Materials provided =>
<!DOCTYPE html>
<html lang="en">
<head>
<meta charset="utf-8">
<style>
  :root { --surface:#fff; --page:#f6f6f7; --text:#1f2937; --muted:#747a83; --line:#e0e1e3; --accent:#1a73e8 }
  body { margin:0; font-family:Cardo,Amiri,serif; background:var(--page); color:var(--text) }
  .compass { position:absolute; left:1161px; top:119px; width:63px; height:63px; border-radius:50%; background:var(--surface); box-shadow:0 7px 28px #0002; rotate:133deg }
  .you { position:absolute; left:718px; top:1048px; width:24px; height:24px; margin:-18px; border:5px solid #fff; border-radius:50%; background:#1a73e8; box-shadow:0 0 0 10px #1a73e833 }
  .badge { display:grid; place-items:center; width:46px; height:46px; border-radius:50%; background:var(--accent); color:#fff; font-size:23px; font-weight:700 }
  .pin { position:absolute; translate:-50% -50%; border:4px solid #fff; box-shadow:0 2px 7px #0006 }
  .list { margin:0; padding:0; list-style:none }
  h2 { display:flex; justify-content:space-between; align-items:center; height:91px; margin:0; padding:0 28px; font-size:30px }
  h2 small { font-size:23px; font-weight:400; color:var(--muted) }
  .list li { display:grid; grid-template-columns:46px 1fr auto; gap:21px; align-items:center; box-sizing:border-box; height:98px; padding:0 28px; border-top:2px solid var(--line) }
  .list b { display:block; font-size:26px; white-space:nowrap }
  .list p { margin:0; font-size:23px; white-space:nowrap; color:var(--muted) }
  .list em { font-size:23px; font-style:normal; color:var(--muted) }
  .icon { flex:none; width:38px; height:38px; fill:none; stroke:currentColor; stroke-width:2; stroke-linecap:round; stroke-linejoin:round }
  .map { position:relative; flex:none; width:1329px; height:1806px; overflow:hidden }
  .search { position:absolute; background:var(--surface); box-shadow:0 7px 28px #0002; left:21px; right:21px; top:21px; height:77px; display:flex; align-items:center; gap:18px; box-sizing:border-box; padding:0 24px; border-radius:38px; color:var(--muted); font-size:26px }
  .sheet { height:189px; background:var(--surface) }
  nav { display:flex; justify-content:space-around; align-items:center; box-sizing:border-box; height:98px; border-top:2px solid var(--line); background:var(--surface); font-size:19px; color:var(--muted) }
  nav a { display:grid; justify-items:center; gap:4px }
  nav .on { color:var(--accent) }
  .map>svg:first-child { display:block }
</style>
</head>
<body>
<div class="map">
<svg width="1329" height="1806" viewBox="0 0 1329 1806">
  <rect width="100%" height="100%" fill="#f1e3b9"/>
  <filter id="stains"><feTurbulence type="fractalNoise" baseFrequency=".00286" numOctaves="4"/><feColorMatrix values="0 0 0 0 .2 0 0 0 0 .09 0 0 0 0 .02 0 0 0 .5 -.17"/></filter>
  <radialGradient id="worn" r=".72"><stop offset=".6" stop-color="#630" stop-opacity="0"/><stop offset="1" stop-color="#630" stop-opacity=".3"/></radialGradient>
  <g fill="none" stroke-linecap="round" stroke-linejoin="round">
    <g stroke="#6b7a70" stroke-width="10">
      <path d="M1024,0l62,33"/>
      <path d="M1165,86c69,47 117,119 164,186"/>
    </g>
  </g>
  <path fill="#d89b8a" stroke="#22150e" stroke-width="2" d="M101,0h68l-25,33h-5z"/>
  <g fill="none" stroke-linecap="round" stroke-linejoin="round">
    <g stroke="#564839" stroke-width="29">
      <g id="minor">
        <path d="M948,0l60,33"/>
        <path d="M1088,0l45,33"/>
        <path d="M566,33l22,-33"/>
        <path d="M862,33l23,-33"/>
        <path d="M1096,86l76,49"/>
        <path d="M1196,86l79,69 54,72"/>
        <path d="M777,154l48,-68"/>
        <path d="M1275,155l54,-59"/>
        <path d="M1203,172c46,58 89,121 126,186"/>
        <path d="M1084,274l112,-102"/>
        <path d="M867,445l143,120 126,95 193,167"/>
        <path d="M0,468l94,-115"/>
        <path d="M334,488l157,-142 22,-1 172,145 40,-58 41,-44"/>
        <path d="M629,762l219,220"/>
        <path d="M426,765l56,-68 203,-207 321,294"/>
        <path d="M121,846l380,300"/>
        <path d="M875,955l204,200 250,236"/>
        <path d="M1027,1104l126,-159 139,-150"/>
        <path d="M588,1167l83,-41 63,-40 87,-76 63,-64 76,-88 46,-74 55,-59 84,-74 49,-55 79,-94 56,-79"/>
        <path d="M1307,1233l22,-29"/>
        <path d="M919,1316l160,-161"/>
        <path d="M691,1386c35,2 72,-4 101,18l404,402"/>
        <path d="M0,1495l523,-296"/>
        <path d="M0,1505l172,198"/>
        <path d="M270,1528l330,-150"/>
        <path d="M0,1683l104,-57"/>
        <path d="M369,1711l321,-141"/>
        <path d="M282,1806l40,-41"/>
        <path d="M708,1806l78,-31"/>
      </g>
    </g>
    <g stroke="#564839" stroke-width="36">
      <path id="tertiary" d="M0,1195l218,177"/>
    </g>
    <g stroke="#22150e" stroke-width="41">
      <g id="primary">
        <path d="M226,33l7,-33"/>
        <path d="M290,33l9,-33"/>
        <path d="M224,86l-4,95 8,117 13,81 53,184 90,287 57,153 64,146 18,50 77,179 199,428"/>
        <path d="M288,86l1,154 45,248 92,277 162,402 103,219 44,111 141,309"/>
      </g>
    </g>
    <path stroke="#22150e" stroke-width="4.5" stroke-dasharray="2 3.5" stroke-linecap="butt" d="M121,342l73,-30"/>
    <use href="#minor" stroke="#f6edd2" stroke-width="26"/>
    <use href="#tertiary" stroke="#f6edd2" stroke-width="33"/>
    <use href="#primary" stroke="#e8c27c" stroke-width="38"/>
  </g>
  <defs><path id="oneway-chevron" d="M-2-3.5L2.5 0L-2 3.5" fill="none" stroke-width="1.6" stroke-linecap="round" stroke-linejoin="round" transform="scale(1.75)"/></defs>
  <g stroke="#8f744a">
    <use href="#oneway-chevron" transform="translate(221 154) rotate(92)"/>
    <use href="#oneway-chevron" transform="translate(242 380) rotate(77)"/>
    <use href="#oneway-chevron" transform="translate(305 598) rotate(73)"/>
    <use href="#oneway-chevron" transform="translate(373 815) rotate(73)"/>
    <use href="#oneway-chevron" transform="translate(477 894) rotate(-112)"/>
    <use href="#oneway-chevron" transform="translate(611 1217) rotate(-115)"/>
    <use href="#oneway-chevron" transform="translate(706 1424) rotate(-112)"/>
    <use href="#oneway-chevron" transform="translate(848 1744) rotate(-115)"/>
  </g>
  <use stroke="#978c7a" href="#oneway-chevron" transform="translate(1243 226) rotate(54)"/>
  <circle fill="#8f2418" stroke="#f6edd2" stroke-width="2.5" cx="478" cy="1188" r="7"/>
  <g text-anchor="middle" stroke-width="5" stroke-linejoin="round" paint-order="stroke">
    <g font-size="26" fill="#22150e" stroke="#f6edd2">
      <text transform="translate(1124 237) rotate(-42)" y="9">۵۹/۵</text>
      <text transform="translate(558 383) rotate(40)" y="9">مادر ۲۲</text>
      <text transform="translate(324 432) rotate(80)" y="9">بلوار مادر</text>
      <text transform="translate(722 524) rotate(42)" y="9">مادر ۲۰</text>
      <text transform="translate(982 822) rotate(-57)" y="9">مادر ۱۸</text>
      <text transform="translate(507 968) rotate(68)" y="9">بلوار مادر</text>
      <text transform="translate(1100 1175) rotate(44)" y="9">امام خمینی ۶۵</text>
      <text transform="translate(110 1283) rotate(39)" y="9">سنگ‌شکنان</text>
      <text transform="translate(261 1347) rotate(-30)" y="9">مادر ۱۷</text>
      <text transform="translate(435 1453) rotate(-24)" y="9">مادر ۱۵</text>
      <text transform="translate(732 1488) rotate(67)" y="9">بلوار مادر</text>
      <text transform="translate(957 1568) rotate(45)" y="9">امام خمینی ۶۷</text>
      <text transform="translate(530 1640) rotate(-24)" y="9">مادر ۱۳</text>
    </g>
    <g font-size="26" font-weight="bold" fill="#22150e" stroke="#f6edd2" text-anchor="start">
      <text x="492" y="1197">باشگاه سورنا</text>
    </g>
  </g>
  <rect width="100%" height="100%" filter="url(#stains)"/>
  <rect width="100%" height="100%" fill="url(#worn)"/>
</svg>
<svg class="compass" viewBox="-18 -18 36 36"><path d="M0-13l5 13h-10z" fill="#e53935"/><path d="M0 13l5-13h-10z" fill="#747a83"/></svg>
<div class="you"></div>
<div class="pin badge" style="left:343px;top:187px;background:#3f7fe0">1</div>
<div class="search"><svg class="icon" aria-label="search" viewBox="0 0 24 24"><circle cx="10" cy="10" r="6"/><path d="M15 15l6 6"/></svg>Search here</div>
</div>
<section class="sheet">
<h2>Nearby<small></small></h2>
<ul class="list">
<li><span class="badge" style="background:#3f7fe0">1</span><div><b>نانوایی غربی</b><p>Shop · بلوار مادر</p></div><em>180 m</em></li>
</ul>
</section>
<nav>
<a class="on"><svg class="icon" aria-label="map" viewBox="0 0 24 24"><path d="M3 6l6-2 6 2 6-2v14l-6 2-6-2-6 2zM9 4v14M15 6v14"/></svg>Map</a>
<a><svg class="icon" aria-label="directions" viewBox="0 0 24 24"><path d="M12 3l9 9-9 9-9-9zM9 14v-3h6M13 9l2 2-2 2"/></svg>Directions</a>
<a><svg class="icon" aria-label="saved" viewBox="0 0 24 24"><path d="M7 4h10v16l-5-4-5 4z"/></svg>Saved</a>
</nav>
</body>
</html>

Instructions to follow => Write down every line of the data above that includes the string "white".

Response to the exercise =>
  .list b { display:block; font-size:26px; white-space:nowrap }
  .list p { margin:0; font-size:23px; white-space:nowrap; color:var(--muted) }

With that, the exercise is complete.